Amazon is, tacitly at least, positioning its Kindle ebook reader as the “iPod of reading.” While as a handheld device tied into an online store, it bears some resemblance to Apple’s blockbuster, that’s where the similarity ends. The Kindle enters a market that is entirely different from the one the iPod entered back in 2001, and the market difference, more than any aesthetic or functional shortcoming, is what will likely spell the Kindle’s doom.

Digital music players were well-established when the iPod appeared. Sales of MP3 players were still fairly modest, but they were growing rapidly, indicating that a real market existed with real consumer demand. There is no such market for the Kindle. Every ebook reader up to now has failed, doomed by consumer indifference.
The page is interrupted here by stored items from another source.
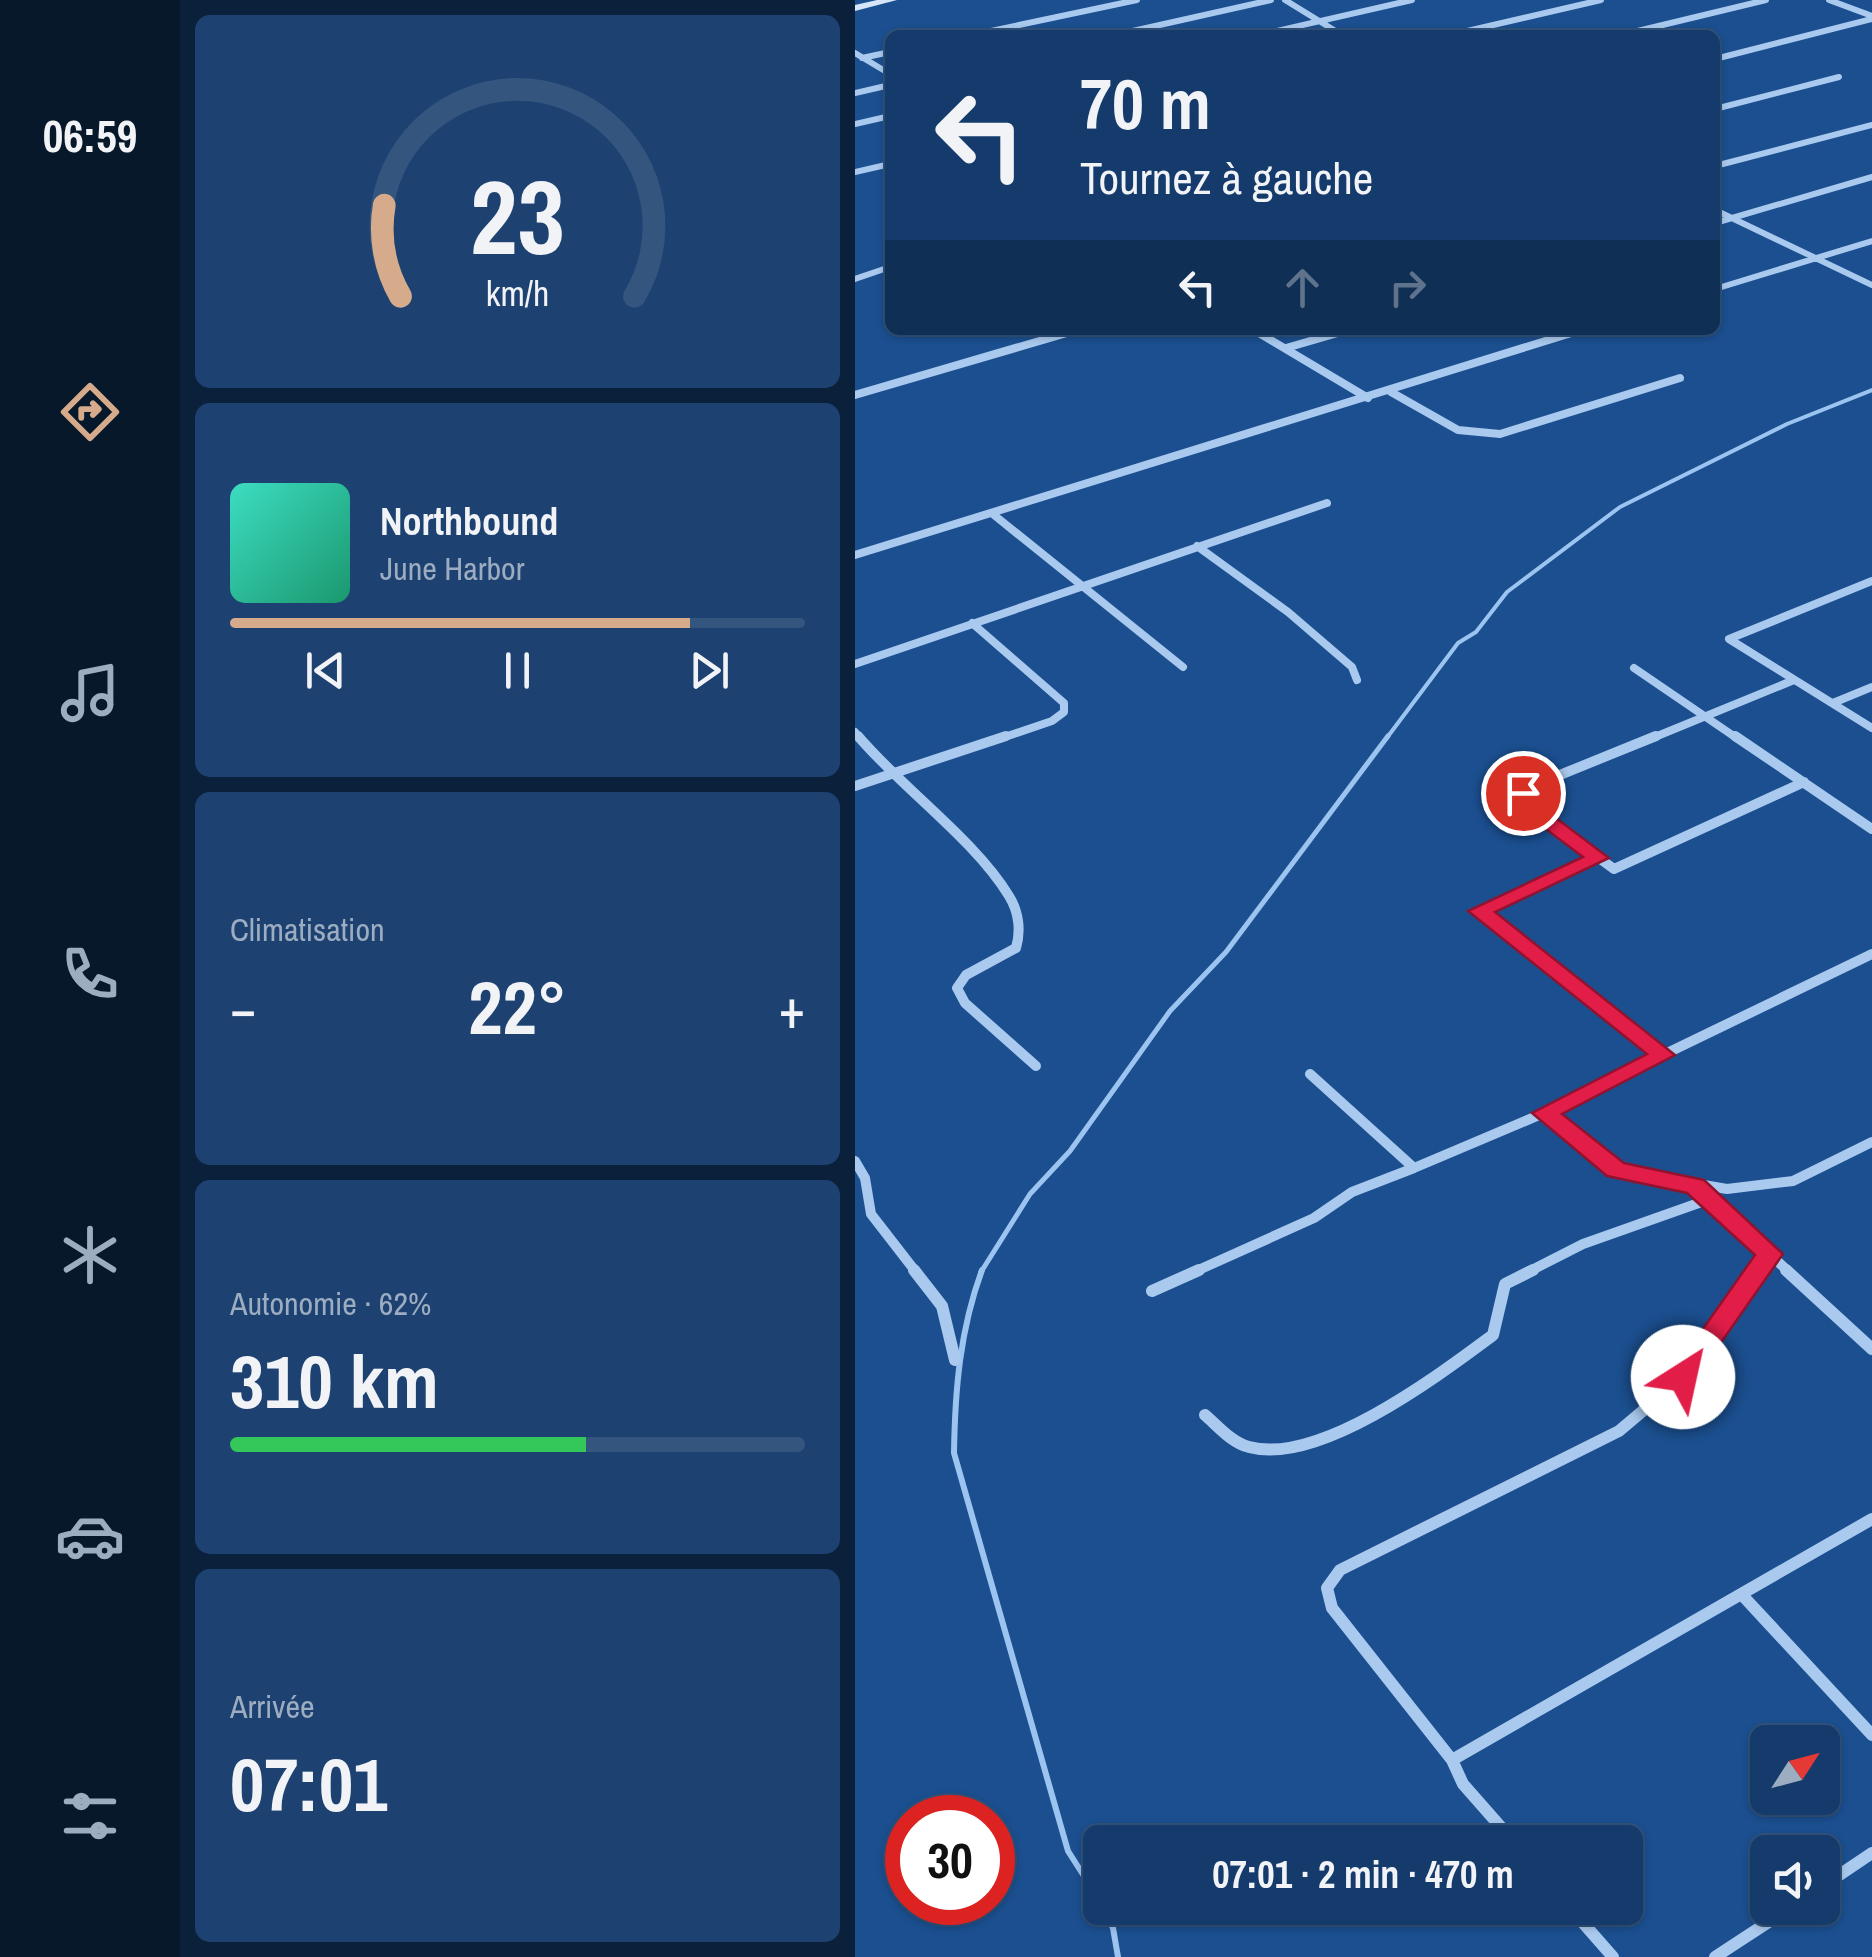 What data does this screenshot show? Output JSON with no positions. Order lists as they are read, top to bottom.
{
  "north": "top right",
  "page": {
    "tabs": "06:59",
    "turn": ["70 m", "Tournez à gauche"],
    "song": ["Northbound", "June Harbor"],
    "tile": [
      "Climatisation",
      ["Autonomie · 62%", "310 km"],
      ["Arrivée", "07:01"]
    ],
    "heat": ["−", "22°", "+"],
    "limit": "30",
    "trip": "07:01 · 2 min · 470 m",
    "gauge": ["23", "km/h"]
  }
}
The iPod was not pioneering a virgin market; the Kindle is.

The market for digital music players existed in 2001 because the content for the players – the digitally compressed music file – was already ubiquitous. Thanks to Napster, millions of people had stuffed their hard drives with MP3s and had installed jukebox software to manage them. What was required at the time was a simple, stylish way to make all that music portable, with a seamless connection between the PC jukebox and the portable device’s software. That’s what the iPod-iTunes system provided. The DRM, or copy-protection, embedded in the files that eventually came to be sold through the iTunes store was a non-issue for customers because they had a ton of easily shared DRM-free MP3s that worked just fine on the iPod.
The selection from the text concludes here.